● **THE PROBLEM**:
In the listing that follows, the lines starting at the one containing "display:block; font-size:22px; white-space:nowrap" and ending at the one containing "display:flex; align-items:center; justify-content:space-between;" are to be returned exactly, both boundary lines included, and no others.

● **SUPPLIED RECORDS**:
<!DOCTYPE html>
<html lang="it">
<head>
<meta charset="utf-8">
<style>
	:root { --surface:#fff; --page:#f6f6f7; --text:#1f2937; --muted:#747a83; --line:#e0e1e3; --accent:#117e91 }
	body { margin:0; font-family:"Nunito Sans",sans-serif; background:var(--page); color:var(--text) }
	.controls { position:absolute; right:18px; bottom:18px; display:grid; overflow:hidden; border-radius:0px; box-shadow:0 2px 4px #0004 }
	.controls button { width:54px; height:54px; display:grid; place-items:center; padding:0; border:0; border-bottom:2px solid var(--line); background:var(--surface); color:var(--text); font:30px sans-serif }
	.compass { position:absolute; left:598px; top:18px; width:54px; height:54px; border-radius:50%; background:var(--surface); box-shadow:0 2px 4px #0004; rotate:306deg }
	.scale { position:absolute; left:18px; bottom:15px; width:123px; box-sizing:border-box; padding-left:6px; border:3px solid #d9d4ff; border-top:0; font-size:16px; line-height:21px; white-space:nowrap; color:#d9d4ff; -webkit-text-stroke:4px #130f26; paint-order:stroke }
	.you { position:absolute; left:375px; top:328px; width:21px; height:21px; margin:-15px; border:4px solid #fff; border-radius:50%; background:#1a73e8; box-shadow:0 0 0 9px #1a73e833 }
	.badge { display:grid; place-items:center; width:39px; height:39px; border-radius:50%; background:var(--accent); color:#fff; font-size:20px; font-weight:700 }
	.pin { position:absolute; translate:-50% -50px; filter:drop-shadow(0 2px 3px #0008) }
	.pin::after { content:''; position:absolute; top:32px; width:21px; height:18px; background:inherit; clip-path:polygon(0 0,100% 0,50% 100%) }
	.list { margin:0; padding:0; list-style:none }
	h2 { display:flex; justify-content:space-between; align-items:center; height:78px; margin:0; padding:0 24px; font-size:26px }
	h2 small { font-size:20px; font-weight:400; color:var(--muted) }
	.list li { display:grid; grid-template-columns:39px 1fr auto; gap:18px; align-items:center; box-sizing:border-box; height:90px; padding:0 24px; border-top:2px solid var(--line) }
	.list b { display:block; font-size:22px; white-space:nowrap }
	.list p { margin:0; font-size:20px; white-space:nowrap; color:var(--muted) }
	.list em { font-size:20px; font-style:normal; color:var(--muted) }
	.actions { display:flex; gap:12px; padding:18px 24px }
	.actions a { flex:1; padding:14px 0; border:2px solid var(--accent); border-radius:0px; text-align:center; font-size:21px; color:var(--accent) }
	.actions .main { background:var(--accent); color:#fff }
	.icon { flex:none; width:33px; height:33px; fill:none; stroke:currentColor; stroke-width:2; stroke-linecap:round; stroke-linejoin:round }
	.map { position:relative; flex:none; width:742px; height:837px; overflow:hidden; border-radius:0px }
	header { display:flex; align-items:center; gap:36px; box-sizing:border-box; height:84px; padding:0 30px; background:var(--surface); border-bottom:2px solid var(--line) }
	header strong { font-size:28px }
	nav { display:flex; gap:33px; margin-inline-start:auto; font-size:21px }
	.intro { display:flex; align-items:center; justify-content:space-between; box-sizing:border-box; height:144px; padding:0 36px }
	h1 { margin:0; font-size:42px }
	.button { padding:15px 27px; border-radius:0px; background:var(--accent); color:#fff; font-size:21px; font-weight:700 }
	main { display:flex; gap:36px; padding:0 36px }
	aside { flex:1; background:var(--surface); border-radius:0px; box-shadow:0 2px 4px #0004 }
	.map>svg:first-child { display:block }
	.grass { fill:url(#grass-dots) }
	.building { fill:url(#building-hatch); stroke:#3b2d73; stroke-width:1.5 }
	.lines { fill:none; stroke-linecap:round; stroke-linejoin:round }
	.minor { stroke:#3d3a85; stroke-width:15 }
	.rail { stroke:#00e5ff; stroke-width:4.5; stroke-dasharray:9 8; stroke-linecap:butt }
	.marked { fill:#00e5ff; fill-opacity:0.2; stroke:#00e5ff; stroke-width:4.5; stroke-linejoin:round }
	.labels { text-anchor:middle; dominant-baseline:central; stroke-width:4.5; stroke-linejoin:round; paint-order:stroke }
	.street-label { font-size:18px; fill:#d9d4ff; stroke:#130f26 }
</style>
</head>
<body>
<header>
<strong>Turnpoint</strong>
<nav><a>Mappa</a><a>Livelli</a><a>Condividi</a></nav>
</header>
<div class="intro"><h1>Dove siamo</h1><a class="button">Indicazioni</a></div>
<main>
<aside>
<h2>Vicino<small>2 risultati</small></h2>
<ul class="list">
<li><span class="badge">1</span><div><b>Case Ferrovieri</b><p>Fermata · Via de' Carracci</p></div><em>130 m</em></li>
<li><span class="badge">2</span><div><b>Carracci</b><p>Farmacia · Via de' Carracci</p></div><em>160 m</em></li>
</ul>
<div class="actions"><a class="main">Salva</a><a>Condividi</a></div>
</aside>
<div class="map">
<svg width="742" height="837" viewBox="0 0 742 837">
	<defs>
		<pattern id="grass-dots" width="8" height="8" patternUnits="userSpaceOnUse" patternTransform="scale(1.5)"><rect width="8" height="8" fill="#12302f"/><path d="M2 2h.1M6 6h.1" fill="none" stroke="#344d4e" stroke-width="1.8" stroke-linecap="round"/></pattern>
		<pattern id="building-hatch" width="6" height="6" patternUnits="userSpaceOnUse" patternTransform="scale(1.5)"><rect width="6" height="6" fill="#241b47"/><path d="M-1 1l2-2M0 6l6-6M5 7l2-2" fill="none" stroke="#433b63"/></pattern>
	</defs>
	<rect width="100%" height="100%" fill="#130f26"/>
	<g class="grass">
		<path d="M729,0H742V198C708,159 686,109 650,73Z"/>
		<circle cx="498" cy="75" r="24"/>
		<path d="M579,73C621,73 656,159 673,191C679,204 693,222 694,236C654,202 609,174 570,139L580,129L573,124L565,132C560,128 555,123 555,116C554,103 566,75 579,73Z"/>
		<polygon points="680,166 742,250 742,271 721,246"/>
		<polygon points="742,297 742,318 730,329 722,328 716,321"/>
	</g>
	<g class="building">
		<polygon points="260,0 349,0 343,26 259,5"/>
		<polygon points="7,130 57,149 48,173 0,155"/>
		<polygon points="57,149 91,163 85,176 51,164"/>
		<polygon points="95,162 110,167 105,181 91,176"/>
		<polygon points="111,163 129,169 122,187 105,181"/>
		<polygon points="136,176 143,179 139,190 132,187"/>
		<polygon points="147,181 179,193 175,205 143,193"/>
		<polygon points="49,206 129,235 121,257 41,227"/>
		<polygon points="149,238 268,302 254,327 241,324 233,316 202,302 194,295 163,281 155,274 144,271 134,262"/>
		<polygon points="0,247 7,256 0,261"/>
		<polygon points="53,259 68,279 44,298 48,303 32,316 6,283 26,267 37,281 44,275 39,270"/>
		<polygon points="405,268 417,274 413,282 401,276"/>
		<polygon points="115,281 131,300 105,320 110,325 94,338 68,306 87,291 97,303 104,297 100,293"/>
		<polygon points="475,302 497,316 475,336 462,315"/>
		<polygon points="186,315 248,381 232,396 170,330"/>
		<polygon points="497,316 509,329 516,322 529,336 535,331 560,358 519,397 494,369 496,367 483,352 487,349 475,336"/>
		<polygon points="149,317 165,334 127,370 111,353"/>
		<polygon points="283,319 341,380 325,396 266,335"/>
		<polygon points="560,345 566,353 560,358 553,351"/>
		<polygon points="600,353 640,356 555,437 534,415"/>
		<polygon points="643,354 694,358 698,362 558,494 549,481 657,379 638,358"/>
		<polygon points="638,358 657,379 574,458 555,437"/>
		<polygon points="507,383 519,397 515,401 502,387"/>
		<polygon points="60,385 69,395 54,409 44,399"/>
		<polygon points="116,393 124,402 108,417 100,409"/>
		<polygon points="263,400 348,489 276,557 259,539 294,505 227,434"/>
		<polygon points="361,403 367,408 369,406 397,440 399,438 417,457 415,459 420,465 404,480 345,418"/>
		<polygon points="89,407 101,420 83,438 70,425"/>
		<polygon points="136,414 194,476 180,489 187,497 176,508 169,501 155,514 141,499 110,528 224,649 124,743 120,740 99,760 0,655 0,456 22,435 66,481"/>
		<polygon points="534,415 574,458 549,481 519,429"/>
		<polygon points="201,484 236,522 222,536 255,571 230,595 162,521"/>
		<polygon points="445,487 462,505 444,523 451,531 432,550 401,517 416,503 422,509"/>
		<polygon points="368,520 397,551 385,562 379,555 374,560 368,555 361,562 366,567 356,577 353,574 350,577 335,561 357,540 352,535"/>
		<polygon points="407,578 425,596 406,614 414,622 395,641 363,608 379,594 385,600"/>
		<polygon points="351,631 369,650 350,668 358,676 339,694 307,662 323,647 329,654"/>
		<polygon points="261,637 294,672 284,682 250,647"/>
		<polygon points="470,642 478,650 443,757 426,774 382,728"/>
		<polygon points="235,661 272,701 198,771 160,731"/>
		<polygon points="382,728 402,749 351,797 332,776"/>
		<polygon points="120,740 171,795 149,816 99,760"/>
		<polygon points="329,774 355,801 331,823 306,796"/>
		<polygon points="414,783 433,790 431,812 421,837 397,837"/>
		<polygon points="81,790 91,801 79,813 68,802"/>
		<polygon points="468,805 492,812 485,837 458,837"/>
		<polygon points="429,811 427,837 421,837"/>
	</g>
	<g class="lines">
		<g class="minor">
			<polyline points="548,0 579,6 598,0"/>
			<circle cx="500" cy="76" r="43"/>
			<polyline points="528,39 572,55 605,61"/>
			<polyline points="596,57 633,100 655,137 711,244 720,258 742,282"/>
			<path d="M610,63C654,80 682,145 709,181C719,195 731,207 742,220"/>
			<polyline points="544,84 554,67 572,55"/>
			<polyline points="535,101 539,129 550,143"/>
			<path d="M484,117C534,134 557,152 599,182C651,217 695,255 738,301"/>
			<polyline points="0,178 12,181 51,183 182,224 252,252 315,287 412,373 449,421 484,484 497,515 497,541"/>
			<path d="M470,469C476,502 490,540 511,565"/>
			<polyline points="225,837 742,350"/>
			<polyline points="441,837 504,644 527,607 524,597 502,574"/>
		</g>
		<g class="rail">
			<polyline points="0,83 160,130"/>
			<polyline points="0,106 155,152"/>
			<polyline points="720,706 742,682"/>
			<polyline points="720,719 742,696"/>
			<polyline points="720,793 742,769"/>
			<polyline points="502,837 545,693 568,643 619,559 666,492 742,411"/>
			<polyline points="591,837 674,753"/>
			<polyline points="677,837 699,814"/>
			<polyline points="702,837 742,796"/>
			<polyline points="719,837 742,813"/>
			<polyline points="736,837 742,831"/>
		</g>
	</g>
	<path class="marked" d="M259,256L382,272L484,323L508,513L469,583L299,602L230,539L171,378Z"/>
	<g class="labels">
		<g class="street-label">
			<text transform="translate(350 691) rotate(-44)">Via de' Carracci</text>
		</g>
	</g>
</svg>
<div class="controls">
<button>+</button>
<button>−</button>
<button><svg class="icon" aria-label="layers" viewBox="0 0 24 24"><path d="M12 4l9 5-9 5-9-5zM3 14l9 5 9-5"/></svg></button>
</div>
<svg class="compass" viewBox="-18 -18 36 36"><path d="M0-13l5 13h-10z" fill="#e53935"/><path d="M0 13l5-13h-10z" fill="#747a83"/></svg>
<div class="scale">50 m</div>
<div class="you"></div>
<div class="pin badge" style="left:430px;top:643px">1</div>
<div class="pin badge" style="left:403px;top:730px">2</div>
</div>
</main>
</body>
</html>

● **RESULT OF THIS EXERCISE**:
	.list b { display:block; font-size:22px; white-space:nowrap }
	.list p { margin:0; font-size:20px; white-space:nowrap; color:var(--muted) }
	.list em { font-size:20px; font-style:normal; color:var(--muted) }
	.actions { display:flex; gap:12px; padding:18px 24px }
	.actions a { flex:1; padding:14px 0; border:2px solid var(--accent); border-radius:0px; text-align:center; font-size:21px; color:var(--accent) }
	.actions .main { background:var(--accent); color:#fff }
	.icon { flex:none; width:33px; height:33px; fill:none; stroke:currentColor; stroke-width:2; stroke-linecap:round; stroke-linejoin:round }
	.map { position:relative; flex:none; width:742px; height:837px; overflow:hidden; border-radius:0px }
	header { display:flex; align-items:center; gap:36px; box-sizing:border-box; height:84px; padding:0 30px; background:var(--surface); border-bottom:2px solid var(--line) }
	header strong { font-size:28px }
	nav { display:flex; gap:33px; margin-inline-start:auto; font-size:21px }
	.intro { display:flex; align-items:center; justify-content:space-between; box-sizing:border-box; height:144px; padding:0 36px }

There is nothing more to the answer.